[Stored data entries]
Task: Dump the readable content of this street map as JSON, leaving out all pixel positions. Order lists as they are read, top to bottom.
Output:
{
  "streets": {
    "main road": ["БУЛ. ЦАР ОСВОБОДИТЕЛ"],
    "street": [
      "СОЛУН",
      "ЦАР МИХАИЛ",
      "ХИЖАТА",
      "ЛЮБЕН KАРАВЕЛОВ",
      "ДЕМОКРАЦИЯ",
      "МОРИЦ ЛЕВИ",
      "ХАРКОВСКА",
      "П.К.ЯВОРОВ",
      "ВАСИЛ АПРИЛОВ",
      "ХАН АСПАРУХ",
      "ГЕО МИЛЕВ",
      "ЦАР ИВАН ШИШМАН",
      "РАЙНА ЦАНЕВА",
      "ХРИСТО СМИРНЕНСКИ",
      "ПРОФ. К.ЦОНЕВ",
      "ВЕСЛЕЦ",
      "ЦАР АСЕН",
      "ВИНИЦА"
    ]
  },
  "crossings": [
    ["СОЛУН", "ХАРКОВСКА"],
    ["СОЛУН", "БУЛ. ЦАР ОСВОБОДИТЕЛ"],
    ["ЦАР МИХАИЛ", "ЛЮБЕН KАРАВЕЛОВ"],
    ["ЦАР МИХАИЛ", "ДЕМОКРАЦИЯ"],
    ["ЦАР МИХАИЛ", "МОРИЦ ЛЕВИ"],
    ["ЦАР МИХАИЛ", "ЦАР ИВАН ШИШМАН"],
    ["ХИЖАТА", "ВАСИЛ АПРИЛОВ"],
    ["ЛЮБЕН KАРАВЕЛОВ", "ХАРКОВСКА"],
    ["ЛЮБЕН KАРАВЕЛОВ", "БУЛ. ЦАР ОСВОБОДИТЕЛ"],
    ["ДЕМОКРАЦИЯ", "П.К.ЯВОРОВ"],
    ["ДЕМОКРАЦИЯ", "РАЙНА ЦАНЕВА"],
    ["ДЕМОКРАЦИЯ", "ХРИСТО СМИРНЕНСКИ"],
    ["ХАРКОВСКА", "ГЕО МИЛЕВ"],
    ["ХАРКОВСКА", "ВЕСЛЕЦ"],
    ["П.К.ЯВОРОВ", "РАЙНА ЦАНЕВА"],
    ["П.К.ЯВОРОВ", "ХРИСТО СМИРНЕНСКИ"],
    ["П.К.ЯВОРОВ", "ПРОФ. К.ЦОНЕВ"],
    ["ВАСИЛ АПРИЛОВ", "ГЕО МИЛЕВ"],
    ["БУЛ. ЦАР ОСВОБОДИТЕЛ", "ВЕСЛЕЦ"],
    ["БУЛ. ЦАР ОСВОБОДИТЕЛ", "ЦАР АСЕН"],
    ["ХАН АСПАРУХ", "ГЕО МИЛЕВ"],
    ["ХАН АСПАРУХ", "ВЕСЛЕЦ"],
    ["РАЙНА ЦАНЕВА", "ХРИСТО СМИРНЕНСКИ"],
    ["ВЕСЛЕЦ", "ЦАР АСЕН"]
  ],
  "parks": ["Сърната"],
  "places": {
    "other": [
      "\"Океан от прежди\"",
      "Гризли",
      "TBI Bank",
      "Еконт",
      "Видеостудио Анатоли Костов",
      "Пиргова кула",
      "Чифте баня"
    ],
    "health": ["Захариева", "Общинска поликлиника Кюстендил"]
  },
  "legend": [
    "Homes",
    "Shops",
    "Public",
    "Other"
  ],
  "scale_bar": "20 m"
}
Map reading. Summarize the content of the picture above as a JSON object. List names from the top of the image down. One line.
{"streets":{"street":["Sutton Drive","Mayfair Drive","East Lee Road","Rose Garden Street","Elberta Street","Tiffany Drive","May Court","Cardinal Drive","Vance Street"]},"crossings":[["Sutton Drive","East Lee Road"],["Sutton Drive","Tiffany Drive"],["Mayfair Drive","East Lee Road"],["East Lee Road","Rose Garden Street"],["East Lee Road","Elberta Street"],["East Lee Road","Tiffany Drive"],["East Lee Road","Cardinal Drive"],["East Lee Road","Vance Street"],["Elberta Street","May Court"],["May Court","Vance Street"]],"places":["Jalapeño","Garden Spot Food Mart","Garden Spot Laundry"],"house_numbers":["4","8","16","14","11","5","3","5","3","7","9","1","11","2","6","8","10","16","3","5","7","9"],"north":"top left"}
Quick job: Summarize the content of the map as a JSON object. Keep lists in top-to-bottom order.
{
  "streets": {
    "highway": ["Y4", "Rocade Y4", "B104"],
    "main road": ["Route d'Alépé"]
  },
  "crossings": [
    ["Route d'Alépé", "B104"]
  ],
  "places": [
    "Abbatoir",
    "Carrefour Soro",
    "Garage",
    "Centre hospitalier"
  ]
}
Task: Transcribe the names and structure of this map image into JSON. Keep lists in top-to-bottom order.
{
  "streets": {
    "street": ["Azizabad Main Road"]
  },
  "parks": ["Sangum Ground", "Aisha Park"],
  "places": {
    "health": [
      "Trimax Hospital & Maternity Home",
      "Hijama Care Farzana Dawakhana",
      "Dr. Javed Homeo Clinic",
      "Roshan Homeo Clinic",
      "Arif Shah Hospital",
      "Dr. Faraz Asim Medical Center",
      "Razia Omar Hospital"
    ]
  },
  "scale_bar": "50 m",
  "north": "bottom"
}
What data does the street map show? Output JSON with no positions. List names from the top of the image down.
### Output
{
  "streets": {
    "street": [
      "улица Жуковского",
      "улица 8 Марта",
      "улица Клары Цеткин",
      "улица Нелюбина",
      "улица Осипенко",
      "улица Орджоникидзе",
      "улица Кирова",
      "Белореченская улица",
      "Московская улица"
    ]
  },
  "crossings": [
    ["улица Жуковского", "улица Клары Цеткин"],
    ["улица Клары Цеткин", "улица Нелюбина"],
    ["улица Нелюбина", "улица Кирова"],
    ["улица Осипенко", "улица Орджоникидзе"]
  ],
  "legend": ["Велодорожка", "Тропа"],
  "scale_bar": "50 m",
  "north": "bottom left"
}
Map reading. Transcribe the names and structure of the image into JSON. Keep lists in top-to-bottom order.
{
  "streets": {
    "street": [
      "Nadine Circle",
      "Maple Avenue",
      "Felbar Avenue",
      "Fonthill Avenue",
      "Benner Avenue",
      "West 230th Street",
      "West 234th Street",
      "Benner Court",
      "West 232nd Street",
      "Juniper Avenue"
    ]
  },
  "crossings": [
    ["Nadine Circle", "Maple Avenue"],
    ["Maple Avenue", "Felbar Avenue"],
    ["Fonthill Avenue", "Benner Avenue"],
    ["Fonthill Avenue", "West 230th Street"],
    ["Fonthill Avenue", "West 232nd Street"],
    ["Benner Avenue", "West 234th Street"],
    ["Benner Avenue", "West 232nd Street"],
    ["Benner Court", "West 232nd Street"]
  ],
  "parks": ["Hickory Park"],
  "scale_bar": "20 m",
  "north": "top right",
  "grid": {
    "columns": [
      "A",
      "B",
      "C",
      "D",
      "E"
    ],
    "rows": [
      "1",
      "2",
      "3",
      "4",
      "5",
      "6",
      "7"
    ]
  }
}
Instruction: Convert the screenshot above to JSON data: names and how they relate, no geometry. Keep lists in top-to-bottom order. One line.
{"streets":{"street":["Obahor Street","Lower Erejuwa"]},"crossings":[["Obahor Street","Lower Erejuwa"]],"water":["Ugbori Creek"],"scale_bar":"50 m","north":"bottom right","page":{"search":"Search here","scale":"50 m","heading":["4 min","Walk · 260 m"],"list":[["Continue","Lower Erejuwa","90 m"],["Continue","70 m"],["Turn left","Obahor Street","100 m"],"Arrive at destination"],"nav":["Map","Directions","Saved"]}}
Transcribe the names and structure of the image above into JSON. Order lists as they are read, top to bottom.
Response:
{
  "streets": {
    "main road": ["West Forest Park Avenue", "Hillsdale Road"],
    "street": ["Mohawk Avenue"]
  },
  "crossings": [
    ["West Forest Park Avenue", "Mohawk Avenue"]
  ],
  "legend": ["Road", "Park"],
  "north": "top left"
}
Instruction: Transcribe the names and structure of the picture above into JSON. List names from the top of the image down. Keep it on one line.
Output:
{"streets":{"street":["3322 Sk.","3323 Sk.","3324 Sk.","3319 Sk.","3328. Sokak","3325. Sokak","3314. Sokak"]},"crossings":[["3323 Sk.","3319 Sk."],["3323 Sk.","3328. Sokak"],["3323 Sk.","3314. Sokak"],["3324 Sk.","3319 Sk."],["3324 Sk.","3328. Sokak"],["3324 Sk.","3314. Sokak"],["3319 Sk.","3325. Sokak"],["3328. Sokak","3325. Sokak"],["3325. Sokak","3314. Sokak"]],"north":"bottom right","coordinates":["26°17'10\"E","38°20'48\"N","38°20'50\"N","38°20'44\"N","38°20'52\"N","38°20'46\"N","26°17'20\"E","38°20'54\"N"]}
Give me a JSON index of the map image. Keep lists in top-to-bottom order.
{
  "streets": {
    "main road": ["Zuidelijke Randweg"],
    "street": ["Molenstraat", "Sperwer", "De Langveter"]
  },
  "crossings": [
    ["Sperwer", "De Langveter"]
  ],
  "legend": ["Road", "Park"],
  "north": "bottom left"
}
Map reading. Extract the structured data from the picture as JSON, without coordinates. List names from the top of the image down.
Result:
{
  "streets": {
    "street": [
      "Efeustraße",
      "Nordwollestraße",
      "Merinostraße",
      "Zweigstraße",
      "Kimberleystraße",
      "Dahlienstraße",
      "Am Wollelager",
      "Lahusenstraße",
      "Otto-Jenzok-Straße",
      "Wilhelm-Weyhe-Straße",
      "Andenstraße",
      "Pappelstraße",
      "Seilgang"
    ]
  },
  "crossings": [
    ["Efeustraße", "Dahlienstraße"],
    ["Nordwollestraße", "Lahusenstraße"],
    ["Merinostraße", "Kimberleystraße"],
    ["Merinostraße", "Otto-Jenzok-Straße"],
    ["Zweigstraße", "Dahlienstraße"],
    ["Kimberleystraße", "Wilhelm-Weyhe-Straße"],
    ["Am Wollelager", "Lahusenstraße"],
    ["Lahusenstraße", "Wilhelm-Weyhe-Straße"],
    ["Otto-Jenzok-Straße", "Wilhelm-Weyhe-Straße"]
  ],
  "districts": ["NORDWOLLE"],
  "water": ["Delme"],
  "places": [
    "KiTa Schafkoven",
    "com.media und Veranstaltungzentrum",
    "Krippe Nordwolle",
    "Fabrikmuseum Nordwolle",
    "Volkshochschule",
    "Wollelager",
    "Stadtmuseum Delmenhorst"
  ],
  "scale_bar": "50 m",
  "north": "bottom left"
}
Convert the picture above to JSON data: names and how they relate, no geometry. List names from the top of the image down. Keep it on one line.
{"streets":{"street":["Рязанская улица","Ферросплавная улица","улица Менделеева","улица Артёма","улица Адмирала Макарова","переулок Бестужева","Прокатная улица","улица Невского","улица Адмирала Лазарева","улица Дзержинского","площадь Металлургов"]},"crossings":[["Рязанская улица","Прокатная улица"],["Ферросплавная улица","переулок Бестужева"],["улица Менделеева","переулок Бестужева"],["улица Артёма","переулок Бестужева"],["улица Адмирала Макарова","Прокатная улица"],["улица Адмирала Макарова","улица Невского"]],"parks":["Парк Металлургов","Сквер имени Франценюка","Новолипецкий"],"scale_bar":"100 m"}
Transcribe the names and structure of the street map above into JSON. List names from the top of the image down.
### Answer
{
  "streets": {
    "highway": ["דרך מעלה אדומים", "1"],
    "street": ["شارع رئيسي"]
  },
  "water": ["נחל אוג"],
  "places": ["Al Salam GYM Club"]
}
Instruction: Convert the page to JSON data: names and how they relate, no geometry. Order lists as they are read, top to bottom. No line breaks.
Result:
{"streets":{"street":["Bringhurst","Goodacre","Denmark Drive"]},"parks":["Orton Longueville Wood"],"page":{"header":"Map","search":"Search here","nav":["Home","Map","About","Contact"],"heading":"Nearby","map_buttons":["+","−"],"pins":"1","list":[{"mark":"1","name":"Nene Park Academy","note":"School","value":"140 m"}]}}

• Your assignment:
Counting only lines above that contain the string "positions", report how many there are and write nothing further.

• Answer area:
2